Curves

- For each of the following properties, give an example of a curve representation that guarantees it: a) local control, b) interpolates control points, c) C1 continuity, d) C2 continuity, d) curve lies with convex hull of control points. <\li>
- Why do computer graphics applications use piecewise polynomial curves of degree 3 rather than curves of higher-order, say degree 100? Which representation provides more continuity guarantees?
- How many control points are required to specify a Bezier curve of degree d?
- From the Bernstein polynomials (the Bezier blending functions), prove that a cubic Bezier curve interpolates V0 and V3.
- What property of the Bernstein polynomials guarantees that a Bezier curve lies within the convex hull of its control points?
- Draw a Bezier curve for which recursive subdivision would be a more efficient method for rendering.
- What is C1 continuity? How is it different than G1 continuity? How is it different that C2 continuity?
- Draw a spline curve comprising two Bezier curve segments in which the derivatives at the joint are in OPPOSITE directions.
- How many degrees of freedom are available for a spline with m cubic segments? How many constraints (degrees of freedom) are required to specify C2 continuity at each interior joint of a spline with m cubic segments? How many constraints at the endpoints of the spline? How many degrees of freedom are left?

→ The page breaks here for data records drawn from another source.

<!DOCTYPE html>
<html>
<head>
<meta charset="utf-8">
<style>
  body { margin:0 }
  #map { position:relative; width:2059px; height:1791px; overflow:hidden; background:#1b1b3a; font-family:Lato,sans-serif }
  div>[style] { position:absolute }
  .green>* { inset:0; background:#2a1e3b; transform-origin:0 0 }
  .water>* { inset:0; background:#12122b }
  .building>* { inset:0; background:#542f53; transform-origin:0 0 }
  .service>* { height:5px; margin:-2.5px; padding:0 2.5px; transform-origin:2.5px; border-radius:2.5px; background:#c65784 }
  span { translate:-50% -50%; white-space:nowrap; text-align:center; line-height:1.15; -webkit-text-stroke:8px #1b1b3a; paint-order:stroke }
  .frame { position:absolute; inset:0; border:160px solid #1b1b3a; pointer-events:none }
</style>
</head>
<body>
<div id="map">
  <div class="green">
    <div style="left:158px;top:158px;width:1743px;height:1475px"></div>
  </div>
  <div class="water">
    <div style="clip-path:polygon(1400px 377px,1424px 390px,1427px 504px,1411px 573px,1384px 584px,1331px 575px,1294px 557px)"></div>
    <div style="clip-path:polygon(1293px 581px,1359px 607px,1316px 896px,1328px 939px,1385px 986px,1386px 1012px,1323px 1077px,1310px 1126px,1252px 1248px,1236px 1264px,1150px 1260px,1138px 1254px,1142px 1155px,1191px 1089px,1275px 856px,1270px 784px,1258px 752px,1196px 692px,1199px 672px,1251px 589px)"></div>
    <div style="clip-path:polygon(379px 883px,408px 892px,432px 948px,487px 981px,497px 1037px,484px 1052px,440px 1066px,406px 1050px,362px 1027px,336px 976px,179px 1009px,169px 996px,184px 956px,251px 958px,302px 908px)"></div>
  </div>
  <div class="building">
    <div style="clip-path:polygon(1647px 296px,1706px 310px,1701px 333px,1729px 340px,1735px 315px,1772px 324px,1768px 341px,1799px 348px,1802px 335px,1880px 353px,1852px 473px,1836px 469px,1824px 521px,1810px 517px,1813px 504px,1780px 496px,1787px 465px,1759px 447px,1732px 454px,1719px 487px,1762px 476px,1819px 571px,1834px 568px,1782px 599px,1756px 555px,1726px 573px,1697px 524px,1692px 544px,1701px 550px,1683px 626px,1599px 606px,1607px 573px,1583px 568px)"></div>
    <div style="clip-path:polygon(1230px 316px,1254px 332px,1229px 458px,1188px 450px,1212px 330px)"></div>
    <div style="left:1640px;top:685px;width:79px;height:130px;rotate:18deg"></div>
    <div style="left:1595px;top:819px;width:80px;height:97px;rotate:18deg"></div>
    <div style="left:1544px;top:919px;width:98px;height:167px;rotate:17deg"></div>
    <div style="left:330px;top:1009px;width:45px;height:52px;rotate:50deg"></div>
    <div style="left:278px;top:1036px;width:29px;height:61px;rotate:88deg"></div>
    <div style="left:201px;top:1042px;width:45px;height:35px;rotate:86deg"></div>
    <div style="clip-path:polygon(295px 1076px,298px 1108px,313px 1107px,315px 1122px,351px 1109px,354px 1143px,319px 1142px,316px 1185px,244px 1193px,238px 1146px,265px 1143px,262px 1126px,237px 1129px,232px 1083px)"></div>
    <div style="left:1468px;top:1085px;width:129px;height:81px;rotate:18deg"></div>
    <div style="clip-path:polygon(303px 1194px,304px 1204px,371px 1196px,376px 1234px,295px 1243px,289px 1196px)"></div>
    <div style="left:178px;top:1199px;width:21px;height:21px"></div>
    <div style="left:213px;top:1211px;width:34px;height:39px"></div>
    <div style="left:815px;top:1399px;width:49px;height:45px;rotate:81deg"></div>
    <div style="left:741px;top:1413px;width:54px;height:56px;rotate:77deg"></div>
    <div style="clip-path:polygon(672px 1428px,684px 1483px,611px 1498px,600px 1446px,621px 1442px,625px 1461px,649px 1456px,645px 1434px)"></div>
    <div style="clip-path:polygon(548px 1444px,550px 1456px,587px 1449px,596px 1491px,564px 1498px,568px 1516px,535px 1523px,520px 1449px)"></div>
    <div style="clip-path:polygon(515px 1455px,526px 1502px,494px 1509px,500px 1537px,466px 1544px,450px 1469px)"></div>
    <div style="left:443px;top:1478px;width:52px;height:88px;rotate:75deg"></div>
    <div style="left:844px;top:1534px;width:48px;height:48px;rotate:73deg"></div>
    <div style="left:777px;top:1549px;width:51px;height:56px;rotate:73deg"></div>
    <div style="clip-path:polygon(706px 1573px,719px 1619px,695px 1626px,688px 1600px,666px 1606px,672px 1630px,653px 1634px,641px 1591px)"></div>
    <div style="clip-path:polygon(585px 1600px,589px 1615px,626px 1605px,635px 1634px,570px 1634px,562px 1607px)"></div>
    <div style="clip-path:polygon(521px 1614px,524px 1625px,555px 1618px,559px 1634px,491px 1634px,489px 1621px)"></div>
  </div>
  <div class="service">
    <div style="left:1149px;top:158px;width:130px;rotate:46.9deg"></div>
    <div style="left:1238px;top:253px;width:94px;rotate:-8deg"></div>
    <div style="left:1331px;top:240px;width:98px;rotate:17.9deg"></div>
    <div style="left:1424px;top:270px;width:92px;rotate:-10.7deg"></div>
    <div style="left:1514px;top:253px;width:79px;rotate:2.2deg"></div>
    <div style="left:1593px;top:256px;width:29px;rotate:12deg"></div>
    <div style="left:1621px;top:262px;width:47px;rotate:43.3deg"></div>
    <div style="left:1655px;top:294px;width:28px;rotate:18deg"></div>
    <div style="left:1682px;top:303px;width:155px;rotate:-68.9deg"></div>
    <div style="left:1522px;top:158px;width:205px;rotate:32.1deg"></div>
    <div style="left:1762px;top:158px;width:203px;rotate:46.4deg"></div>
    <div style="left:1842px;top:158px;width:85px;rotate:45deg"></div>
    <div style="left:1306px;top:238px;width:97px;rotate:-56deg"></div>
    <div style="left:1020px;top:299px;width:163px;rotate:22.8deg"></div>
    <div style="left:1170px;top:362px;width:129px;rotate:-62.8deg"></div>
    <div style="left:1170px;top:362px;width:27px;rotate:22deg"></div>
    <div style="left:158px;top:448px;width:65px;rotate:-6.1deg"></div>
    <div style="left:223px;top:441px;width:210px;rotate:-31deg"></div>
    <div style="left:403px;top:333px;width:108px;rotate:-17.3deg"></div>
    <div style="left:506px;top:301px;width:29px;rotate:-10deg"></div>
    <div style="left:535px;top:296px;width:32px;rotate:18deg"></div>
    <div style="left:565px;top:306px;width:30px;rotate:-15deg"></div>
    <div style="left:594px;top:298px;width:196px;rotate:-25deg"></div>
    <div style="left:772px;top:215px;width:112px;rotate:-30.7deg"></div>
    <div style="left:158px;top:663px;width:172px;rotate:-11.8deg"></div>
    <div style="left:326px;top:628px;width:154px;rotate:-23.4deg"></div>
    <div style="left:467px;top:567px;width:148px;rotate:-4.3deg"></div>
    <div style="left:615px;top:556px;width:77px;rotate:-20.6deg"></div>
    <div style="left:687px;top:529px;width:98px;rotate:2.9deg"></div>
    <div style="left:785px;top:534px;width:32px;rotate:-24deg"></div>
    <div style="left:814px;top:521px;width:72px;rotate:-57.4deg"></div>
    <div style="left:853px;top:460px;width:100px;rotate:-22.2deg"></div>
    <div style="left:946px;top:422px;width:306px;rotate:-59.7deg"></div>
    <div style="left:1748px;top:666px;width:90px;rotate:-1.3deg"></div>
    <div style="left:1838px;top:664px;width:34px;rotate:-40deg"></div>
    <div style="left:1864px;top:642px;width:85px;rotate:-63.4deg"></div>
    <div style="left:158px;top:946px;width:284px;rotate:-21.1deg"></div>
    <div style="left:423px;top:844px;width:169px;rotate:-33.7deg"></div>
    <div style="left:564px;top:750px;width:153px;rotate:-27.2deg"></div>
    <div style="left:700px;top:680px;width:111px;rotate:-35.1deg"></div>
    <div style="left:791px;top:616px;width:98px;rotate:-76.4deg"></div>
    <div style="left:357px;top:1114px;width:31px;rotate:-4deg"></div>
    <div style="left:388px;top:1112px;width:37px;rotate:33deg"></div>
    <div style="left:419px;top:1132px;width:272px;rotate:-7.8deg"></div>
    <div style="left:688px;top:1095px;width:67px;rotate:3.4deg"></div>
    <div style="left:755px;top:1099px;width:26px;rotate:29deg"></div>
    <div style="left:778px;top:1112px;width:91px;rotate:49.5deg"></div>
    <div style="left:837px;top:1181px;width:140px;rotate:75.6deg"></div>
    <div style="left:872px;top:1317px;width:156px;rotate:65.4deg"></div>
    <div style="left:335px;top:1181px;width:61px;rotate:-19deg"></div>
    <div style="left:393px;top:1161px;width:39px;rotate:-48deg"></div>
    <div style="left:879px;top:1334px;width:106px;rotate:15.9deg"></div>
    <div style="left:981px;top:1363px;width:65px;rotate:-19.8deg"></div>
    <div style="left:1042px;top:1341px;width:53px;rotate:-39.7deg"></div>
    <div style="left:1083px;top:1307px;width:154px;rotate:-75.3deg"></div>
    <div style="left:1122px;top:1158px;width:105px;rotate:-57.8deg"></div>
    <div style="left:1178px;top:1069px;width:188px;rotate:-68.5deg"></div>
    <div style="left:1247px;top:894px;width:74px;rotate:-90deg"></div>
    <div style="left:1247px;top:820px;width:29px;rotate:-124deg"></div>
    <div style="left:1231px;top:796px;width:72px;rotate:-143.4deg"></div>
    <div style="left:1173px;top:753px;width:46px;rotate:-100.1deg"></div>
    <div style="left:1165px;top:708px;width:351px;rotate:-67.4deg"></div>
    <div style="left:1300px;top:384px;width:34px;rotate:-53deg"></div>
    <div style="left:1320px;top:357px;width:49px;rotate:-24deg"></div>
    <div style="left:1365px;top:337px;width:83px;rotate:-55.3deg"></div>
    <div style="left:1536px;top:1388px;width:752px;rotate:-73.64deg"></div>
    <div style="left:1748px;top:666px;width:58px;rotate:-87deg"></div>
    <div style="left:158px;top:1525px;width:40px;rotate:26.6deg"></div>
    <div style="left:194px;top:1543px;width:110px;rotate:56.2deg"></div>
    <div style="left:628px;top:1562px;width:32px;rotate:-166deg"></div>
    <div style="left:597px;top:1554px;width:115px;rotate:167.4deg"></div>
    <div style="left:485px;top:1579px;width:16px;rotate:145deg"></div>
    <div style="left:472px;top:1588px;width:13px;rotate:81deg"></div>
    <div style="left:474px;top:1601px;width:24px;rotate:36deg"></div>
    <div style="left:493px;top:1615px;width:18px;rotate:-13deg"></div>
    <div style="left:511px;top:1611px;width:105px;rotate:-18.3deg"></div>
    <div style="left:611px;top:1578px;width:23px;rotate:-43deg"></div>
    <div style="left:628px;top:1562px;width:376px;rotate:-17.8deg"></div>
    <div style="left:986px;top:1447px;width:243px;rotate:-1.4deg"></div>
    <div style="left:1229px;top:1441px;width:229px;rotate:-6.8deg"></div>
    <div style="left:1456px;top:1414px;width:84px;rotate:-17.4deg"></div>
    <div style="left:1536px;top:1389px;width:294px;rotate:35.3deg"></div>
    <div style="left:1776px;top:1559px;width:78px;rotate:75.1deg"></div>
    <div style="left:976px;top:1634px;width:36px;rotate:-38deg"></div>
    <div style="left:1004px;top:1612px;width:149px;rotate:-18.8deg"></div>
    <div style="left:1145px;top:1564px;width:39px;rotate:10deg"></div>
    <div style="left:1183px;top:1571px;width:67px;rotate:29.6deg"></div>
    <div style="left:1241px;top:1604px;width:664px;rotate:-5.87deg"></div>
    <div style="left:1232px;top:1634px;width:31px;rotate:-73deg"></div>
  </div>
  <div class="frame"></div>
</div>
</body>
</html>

- Which of the following properties are guaranteed by C2 interpolating splines a) C2 continuity, b) interpolation of control points, c) local control, d) convex hull.
- Which of the following properties are guaranteed by cubic B-Splines: a) C2 continuity, b) interpolation of control points, c) local control, d) convex hull.
- Which of the following properties are guaranteed by cubic Catmull-Rom Splines: a) C2 continuity, b) interpolation of control points, c) local control, d) convex hull.